Exercise instructions: Take the material below from its first line through the line containing "Convert the page" and, please, write those lines again exactly.

==*==

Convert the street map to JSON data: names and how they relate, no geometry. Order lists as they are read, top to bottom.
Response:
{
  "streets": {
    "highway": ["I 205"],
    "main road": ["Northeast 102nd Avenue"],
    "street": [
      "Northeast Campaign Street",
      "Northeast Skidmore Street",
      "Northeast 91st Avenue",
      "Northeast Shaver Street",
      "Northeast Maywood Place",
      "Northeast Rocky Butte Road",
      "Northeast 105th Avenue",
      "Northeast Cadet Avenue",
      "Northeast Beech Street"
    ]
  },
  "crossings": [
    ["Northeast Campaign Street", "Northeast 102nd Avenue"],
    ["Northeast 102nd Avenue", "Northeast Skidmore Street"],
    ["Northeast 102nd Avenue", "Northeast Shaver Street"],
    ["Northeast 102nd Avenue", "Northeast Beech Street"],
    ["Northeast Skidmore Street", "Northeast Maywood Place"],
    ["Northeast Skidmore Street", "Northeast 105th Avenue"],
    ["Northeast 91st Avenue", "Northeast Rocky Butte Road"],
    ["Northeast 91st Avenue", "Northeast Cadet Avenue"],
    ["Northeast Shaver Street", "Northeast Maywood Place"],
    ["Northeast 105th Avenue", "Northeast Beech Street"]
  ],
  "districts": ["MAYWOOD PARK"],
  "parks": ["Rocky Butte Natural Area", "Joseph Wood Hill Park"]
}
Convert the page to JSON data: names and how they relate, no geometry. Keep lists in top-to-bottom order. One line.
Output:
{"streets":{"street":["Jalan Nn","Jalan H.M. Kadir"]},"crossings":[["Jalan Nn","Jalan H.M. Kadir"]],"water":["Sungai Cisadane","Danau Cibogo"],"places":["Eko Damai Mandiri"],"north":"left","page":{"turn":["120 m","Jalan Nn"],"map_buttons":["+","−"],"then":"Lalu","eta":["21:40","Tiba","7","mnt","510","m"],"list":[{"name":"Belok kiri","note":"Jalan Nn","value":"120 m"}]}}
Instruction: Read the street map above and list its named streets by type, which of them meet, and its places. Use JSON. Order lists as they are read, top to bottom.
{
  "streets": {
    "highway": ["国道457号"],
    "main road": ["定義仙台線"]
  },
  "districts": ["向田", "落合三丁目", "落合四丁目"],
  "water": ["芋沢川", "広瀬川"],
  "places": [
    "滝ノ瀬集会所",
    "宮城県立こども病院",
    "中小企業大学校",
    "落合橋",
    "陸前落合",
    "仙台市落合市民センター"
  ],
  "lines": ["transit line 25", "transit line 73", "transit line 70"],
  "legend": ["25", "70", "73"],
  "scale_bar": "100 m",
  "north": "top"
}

==*==

Result:
Convert the street map to JSON data: names and how they relate, no geometry. Order lists as they are read, top to bottom.
Response:
{
  "streets": {
    "highway": ["I 205"],
    "main road": ["Northeast 102nd Avenue"],
    "street": [
      "Northeast Campaign Street",
      "Northeast Skidmore Street",
      "Northeast 91st Avenue",
      "Northeast Shaver Street",
      "Northeast Maywood Place",
      "Northeast Rocky Butte Road",
      "Northeast 105th Avenue",
      "Northeast Cadet Avenue",
      "Northeast Beech Street"
    ]
  },
  "crossings": [
    ["Northeast Campaign Street", "Northeast 102nd Avenue"],
    ["Northeast 102nd Avenue", "Northeast Skidmore Street"],
    ["Northeast 102nd Avenue", "Northeast Shaver Street"],
    ["Northeast 102nd Avenue", "Northeast Beech Street"],
    ["Northeast Skidmore Street", "Northeast Maywood Place"],
    ["Northeast Skidmore Street", "Northeast 105th Avenue"],
    ["Northeast 91st Avenue", "Northeast Rocky Butte Road"],
    ["Northeast 91st Avenue", "Northeast Cadet Avenue"],
    ["Northeast Shaver Street", "Northeast Maywood Place"],
    ["Northeast 105th Avenue", "Northeast Beech Street"]
  ],
  "districts": ["MAYWOOD PARK"],
  "parks": ["Rocky Butte Natural Area", "Joseph Wood Hill Park"]
}
Convert the page to JSON data: names and how they relate, no geometry. Keep lists in top-to-bottom order. One line.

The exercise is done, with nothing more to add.